Case Studies & Research
Washington, DC
38 p.

South Africa has made significant strides in enrolling girls in school, particularly at the basic education level, with high gender parity indexes (GPI) at the primary school level. However, the high attrition rate at the secondary level and the poor quality of educational experiences and learning opportunities, for girls in particular, remain areas of concern. Studies have found that of the children who enroll in grade 1, only 50 percent make it to grade 12 with the majority of these children dropping out at the secondary school level.
Research and policy discourses in South Africa often explain the high rates of dropout among high school youth as a function of poverty and poor quality of teaching. These explanations often fail to consider sexual and reproductive health (SRH) as another important factor in adolescent girls dropping out. SRH is commonly defined as the ability to enjoy a satisfying and safe sex life and the capability to bear children and the freedom to decide if, when and how often to do so. The dominant explanations often fail to consider the ways in which socio-cultural norms that subordinate girls negatively affect their SRHRH and, in turn, influence their persistence in and completion of secondary education.

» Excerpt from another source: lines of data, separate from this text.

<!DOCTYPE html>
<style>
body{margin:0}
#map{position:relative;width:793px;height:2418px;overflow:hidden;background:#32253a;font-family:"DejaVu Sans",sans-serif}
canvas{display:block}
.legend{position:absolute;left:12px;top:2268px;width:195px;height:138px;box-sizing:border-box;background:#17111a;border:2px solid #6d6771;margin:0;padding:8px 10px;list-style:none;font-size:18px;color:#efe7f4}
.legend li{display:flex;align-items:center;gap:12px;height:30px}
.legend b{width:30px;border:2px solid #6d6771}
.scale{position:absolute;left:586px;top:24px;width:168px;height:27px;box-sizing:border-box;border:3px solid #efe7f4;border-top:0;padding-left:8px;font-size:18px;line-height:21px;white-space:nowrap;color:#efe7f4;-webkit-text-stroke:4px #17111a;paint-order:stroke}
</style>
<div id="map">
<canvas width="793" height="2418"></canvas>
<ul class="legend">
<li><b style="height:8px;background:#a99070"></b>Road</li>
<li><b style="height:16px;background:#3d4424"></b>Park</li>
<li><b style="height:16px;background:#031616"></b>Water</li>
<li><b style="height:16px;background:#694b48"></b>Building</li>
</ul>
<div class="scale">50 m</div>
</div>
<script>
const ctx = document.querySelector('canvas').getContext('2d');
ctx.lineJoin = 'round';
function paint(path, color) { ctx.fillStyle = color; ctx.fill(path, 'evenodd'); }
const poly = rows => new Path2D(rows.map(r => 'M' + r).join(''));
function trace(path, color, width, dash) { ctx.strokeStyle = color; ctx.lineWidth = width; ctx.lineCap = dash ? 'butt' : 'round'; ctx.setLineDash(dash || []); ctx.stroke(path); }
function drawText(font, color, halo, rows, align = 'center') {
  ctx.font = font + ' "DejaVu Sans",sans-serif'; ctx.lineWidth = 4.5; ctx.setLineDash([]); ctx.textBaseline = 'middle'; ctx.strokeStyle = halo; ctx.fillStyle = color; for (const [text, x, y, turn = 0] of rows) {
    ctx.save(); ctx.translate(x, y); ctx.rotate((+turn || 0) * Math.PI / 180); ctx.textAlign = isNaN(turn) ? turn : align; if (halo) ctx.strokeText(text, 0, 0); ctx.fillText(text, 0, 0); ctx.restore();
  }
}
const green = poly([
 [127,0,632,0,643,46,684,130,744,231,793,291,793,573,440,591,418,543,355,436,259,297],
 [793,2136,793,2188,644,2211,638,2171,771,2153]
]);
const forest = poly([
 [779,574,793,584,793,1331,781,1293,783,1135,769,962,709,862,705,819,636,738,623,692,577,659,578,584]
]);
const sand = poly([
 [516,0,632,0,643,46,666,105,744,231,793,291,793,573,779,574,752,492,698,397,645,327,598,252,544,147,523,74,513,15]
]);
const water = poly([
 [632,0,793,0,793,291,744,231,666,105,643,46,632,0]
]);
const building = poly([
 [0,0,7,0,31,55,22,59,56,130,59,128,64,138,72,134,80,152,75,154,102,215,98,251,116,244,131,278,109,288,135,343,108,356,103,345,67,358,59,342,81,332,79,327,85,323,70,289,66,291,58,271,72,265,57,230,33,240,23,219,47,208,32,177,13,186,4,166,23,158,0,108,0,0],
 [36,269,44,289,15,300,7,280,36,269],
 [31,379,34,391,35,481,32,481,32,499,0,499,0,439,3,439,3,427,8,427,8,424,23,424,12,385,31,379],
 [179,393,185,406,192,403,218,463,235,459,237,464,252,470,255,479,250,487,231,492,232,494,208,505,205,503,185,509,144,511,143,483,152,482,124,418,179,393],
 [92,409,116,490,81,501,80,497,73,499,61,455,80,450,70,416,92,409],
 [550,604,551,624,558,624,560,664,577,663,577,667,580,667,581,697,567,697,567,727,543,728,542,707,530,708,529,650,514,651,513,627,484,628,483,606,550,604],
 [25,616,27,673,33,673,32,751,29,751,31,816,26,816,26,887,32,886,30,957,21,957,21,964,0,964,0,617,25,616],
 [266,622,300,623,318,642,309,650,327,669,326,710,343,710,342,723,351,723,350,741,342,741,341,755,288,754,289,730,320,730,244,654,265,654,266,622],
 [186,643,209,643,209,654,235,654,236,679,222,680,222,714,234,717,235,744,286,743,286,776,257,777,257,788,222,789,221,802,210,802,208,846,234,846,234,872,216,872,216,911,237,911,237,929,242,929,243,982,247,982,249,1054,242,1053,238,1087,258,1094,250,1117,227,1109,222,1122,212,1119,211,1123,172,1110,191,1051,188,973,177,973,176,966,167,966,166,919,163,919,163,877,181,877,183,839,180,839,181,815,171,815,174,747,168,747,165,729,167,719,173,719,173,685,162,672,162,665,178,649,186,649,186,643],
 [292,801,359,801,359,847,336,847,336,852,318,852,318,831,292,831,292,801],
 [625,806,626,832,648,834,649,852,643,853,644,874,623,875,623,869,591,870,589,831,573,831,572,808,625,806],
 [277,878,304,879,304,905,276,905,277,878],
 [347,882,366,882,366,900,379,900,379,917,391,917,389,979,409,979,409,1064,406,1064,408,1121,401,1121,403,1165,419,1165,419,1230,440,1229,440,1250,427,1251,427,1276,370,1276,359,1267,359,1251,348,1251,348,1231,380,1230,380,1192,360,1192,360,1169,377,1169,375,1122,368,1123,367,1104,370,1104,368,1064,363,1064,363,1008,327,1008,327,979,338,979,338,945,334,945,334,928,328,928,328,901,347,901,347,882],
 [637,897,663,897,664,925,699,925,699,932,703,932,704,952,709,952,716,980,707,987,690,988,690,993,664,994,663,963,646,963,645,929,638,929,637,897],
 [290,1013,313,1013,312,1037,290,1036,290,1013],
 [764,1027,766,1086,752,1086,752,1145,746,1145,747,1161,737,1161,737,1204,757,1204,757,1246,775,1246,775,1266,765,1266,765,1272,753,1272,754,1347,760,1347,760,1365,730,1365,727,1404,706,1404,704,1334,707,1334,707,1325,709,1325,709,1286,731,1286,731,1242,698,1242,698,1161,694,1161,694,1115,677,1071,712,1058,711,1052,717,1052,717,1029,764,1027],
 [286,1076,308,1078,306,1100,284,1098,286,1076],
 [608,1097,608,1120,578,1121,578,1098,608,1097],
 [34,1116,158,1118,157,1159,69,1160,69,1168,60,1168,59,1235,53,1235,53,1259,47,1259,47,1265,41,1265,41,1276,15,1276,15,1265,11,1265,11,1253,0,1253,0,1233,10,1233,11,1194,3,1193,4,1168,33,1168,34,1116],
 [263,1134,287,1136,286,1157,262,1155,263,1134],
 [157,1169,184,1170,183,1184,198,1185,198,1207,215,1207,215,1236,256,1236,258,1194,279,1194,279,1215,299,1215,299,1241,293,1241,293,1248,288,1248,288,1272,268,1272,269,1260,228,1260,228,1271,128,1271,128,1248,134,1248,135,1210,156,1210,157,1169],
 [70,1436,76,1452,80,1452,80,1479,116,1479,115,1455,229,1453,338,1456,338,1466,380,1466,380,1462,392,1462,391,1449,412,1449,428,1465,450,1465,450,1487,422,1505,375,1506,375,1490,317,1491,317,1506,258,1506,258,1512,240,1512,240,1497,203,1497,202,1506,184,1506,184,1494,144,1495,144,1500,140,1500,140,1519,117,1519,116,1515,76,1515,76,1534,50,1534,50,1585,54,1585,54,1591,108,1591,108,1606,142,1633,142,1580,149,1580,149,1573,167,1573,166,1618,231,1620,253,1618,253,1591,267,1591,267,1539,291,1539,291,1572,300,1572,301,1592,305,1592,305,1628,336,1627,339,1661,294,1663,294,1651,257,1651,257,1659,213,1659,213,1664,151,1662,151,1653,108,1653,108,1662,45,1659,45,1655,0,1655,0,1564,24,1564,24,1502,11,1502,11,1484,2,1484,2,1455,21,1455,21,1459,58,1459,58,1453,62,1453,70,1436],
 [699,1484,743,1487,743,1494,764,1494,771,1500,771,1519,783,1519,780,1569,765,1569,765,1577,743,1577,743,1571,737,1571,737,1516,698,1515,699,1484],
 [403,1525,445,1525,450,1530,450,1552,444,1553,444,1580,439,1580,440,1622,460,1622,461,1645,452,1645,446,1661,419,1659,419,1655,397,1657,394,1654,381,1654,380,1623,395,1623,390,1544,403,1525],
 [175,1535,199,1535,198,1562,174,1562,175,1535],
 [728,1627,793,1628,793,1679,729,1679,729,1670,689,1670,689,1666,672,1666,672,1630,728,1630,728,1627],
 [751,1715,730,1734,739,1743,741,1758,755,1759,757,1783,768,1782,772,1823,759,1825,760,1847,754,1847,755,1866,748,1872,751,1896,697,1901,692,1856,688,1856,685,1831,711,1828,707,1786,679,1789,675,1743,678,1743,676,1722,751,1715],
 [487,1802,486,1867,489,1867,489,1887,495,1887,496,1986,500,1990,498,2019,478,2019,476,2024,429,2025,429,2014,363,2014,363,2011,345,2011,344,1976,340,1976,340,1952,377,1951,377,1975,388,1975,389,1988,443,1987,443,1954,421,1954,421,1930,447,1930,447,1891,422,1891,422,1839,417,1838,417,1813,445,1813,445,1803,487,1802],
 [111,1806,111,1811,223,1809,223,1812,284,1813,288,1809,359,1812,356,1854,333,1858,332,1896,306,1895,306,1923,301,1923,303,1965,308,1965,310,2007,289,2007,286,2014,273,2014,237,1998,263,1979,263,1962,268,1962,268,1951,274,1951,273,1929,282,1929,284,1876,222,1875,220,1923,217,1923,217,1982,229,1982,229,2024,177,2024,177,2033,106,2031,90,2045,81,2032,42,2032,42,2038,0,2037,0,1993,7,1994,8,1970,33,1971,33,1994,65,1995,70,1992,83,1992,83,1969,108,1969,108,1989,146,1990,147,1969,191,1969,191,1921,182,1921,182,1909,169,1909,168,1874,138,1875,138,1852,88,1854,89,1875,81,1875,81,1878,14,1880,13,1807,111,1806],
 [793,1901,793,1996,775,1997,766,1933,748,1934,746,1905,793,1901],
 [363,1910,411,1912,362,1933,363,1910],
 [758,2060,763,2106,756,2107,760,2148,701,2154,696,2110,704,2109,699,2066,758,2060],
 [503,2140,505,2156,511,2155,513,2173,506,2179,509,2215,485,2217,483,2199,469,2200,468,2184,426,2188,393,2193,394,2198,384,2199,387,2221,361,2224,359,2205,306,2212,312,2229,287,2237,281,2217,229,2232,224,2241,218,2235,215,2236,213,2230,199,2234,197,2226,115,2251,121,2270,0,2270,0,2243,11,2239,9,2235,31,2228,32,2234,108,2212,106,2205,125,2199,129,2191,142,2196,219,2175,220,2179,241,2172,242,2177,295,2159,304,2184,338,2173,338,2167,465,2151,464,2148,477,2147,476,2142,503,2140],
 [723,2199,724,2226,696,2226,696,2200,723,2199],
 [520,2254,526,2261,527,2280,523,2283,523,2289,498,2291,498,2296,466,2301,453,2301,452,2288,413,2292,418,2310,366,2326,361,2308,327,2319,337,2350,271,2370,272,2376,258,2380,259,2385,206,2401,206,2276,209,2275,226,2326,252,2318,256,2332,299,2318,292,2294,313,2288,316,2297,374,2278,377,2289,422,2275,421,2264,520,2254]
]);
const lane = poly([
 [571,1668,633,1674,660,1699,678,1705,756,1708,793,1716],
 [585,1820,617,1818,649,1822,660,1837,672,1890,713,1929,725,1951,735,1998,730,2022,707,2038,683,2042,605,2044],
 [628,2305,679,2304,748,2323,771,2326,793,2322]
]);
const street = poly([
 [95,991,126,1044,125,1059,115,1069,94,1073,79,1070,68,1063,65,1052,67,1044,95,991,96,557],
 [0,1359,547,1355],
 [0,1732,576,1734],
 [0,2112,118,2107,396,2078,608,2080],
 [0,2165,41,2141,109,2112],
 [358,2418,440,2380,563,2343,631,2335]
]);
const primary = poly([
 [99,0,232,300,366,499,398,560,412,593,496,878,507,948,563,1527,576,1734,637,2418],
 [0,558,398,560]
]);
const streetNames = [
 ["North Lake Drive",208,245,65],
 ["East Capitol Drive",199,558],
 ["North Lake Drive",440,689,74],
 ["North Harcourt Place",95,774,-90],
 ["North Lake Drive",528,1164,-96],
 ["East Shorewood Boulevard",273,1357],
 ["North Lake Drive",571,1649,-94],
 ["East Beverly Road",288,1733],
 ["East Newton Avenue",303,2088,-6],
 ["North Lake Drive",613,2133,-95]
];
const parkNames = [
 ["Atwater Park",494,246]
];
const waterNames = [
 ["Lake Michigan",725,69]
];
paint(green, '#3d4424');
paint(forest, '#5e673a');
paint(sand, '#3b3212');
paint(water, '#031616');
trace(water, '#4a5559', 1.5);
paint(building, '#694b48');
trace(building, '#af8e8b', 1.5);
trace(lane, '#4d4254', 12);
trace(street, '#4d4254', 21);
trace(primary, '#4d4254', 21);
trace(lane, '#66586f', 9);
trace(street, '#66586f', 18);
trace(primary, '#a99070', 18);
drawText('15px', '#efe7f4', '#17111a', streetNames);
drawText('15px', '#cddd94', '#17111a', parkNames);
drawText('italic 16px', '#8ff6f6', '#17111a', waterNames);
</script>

This paper examines the complex socio-cultural conditions in which girls and women live and learn (including unequal gender norms, gender-based violence and sexual and reproductive health) and the associated impact on girls’ education, using unplanned teenage pregnancy as an example of a gendered reason for girls dropping out of school. The paper seeks to explore whether an approach to SRHRH education that takes the socio-political environment into consideration could better give girls the skills and resources they need to make informed decisions about their bodies, including whether, how and when to have sex and/or children. Most importantly, could such an approach to SRH education help improve girls’ persistence in school and their educational success?